Today we shall consider the red heart at the center of this seal and the black cross that is placed within the heart.  Martin Luther began his explanation of his seal with these words: “Grace and peace in Christ!  Honorable, kind, dear Sir and Friend!  Since you ask whether my seal has come out correctly, I shall answer most amiably and tell you to those thoughts which now come to my mind about my seal as a symbol of my theology.  There is first to be a cross, black and placed in a heart, which should be of its natural color, so that I myself would be reminded that faith in the Crucified saves us.  For if one believes from the heart, he will be justified.  Even though it is a black cross, which mortifies and which also should hurt us, yet it leaves the heart in its natural color and does not ruin nature; that is the cross does not kill but keeps man alive.  For the just man lives by faith, but by faith in the Crucified One.”

We begin our reflection by considering the Scriptural truth that the basis of our sinfulness is found in our hearts.  Jesus stated in Matthew 15:18-19: “The things that come out of the mouth come from the heart, and these make a man ‘unclean.’  For out of the heart come evil thoughts, murder, adultery, sexual immorality, theft, false testimony, slander.”

Jesus in these verses is dealing with Pharisees who believe they are holy and as long as they keep themselves away from unclean things, they can save themselves by their works.  Jesus here teaches us that we are not holy, but by nature have a sinful heart that cannot bring forth anything good.

The truth is that our hearts are the hearts of sinful Adam who wanted to be like God and disobeyed God in his attempt to improve on the perfect being God had created him to be.  The sinful desire of Adam lives in us from conception.  Paul put wrote: “I know that nothing good lives in me, that is, in my sinful nature” (Romans 7:18).   Luther rightfully noted that “man cannot be justified, freed, or saved by any outer work or action at all,” because his heart by nature is filled with “ungodliness and unbelief.”  The heart needs changing and changing of the heart cannot occur by what we do, but by what God can do within us.  This is why sinful David prayed: “Create in me a clean heart, O God, and renew a right spirit within me” (Psalm 51:10).

The second point of emphasis is the cross that is found within the heart.  The basis of our salvation rests on believing in the Lord Jesus Christ.  Paul wrote: “For it is with your heart that you believe and are justified.”  And upon what does justifying faith rest?  Paul wrote: “Believe that Jesus is Lord and that God raised Him from the dead.”

A change of heart is needed if one is to be sorrowful over his sin and believe that Jesus is the only one Who can save him from sin.  This is the work of the Holy Spirit.  Martin Luther noted this in his explanation to the Third Article of the Apostles’ Creed: “I cannot by my own reason or strength believe in Jesus Christ, my Lord, or come to Him; but the Holy Spirit calls me by the gospel, enlightens me with His gifts, sanctifies and keeps me in the true faith.”  Paul declared in I Corinthians 12:3 that “no one can say, ‘Jesus is Lord,’ except by the Holy Spirit.”  Justification by faith in Jesus Christ is God’s work accomplished in us through His Word and Sacraments.

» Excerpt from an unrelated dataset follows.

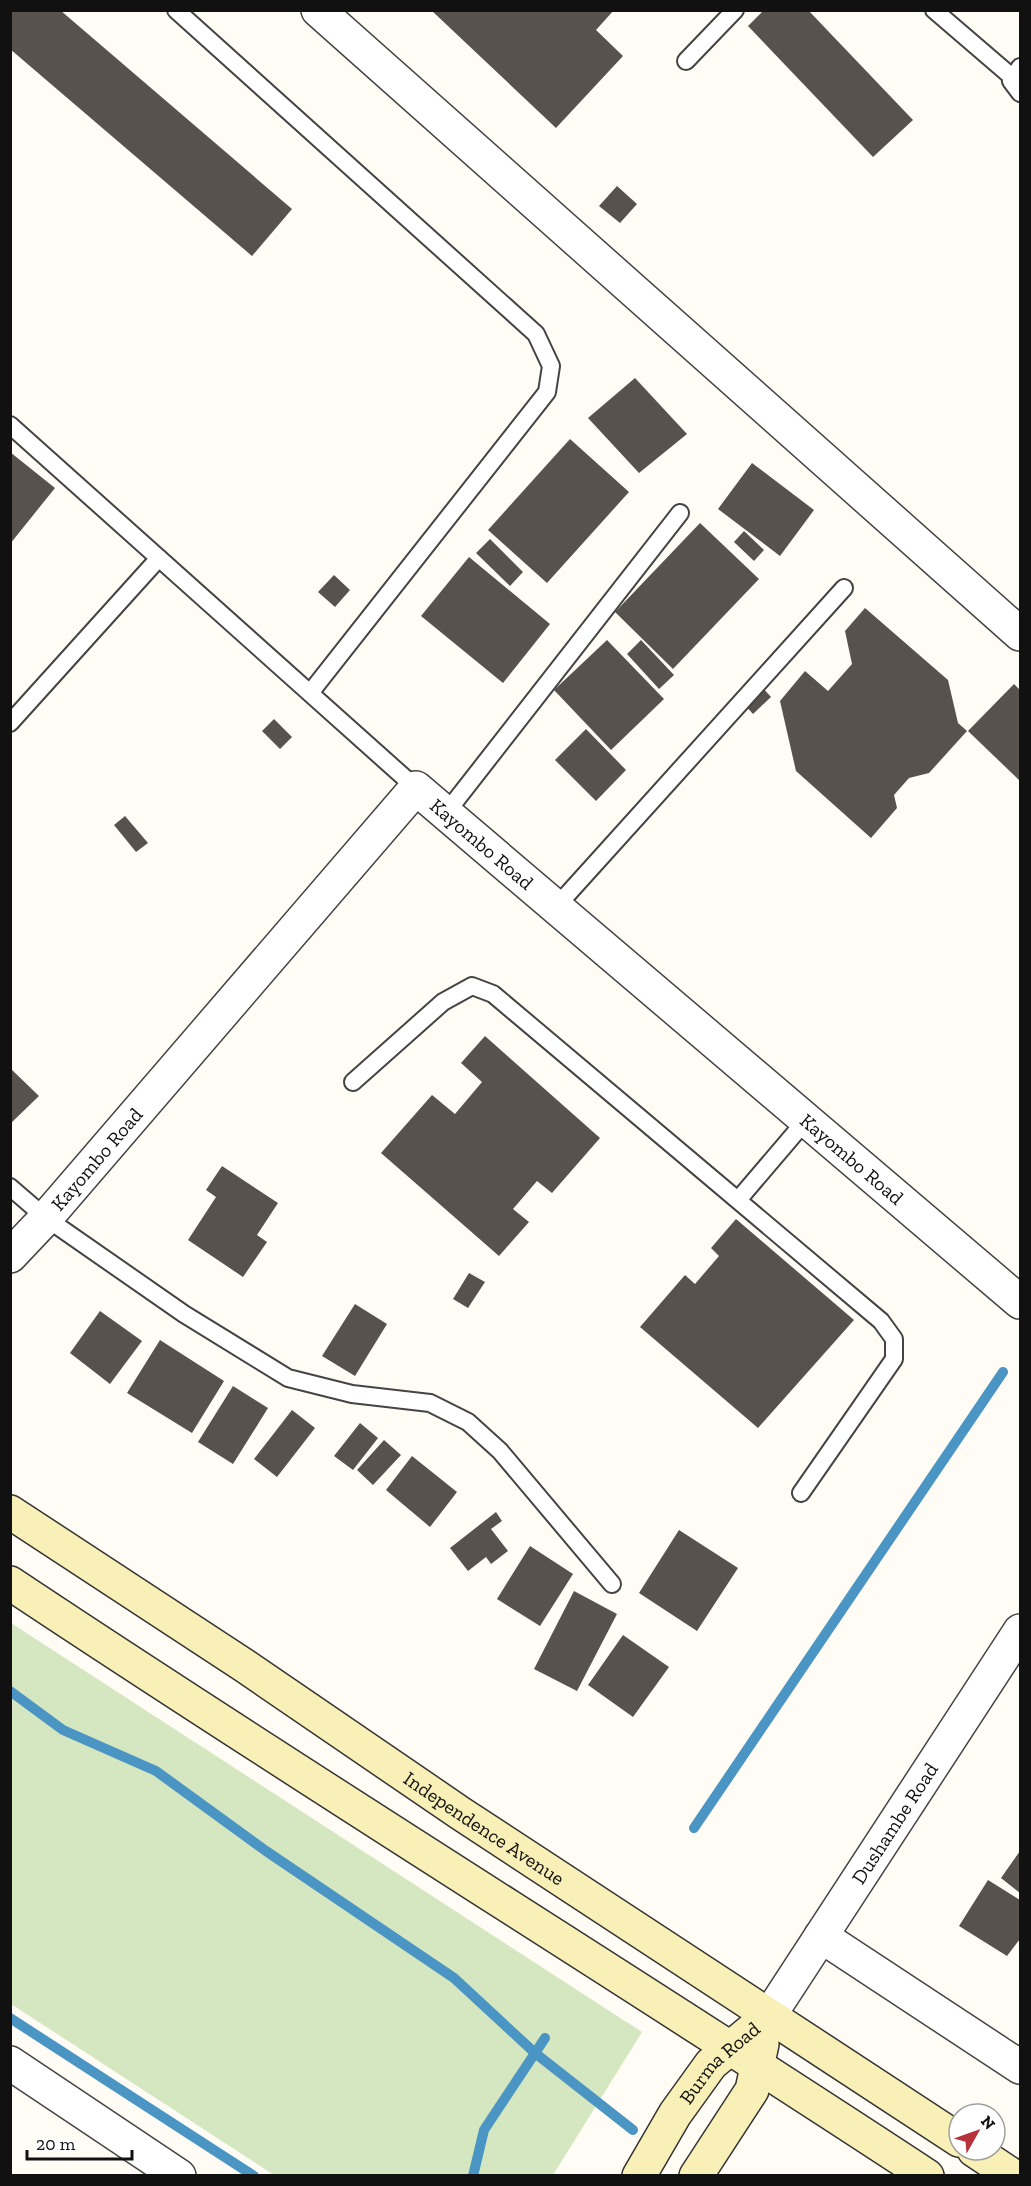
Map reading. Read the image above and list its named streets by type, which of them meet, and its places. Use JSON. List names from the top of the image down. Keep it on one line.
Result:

Now this faith in Christ as Lord and Savior is a conviction.  This is important to keep in mind because many people passively speak of believing in Jesus, but their lives show anything but a life centered on Jesus’ death and resurrection.  The truth is that we can make the statement, “I believe” very flippantly without any real sincerity of heart.  For example, I can lose my car keys and say, “I believe I left them on the kitchen table.”  By saying that I do not stake my life on it, but I am merely guessing that is where they might be.

We notice that when Paul talks about believing he is talking about a faith in Christ that molds one’s speech and actions.  This is why Luther has the cross in the center of the red heart.  The red heart symbolizes a Christian’s earthly life in which faith in Christ is at the center.  Faith never stands alone, but displays itself in one’s speech and conduct.  Jesus said: “You will know them by their fruits” (Matthew 7:16, 20).  This does not mean our words and deeds save us.  No, they simply prove the faith in Christ which exists in our hearts.

This faith in Christ presents itself with a strong conviction, because true faith holds on to the true identity and works of Jesus.  In our text Paul refers to the fact that the believer confesses “Jesus is Lord” and that “God raised Him from the dead.”

Jesus is referred to as a man having a name like any other human being.  Yet, He is also acknowledged as God by being referred to as “Lord.”  Jesus is true man and true God.  He took on human flesh being named Jesus, “because He would save His people from their sins” (Matthew 1:21).  He displays Himself as the Lamb of God by paying the debt of our sin and conquering the grave through His resurrection.  Those who know and believe in the identity and saving work of Jesus “are justified and saved.”  Martin Luther has the cross in the center of the seal to emphasize that this is the central truth of Scripture.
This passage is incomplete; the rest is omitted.